● Work request:
When a line of the listing below has the string "screen" in it, copy that line.

● Entries supplied:
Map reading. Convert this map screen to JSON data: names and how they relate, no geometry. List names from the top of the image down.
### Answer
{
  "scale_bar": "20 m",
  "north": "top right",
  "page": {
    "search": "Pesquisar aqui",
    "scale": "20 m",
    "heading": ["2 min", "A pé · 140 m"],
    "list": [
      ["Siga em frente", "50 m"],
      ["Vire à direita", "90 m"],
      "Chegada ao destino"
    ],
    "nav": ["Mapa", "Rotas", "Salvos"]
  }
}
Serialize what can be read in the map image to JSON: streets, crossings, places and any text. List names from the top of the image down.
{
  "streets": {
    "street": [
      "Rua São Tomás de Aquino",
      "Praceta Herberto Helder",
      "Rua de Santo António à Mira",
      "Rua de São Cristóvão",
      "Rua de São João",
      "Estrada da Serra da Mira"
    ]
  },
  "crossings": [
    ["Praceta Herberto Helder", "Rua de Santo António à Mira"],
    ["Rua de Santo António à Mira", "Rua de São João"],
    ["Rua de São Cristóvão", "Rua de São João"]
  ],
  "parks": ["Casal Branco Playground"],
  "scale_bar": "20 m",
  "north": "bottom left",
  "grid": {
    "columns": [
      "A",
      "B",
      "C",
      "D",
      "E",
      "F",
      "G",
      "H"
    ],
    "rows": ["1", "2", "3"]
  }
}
==
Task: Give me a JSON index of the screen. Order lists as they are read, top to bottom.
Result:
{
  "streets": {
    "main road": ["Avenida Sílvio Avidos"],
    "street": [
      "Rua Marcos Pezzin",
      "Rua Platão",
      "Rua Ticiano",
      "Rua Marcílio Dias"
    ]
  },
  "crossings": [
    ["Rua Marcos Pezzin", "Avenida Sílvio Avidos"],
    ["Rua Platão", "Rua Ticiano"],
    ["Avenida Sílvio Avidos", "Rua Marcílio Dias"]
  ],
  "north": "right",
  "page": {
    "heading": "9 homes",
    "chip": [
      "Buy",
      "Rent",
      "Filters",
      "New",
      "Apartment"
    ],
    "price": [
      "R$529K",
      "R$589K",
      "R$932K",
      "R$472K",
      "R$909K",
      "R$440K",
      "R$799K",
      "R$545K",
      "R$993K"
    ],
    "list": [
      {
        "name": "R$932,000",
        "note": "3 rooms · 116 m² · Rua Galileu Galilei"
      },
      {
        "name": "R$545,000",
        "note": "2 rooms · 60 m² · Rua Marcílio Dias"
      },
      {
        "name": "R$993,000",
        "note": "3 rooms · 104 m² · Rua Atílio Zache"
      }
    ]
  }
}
---
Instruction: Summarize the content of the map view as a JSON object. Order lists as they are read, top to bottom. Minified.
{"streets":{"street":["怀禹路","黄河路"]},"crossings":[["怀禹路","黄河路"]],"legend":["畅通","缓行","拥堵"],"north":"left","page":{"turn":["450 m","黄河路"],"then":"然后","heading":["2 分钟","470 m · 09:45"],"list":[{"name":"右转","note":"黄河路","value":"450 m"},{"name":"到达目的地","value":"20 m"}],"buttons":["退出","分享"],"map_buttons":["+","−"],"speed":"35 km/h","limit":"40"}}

● Task result:
Map reading. Convert this map screen to JSON data: names and how they relate, no geometry. List names from the top of the image down.
Task: Give me a JSON index of the screen. Order lists as they are read, top to bottom.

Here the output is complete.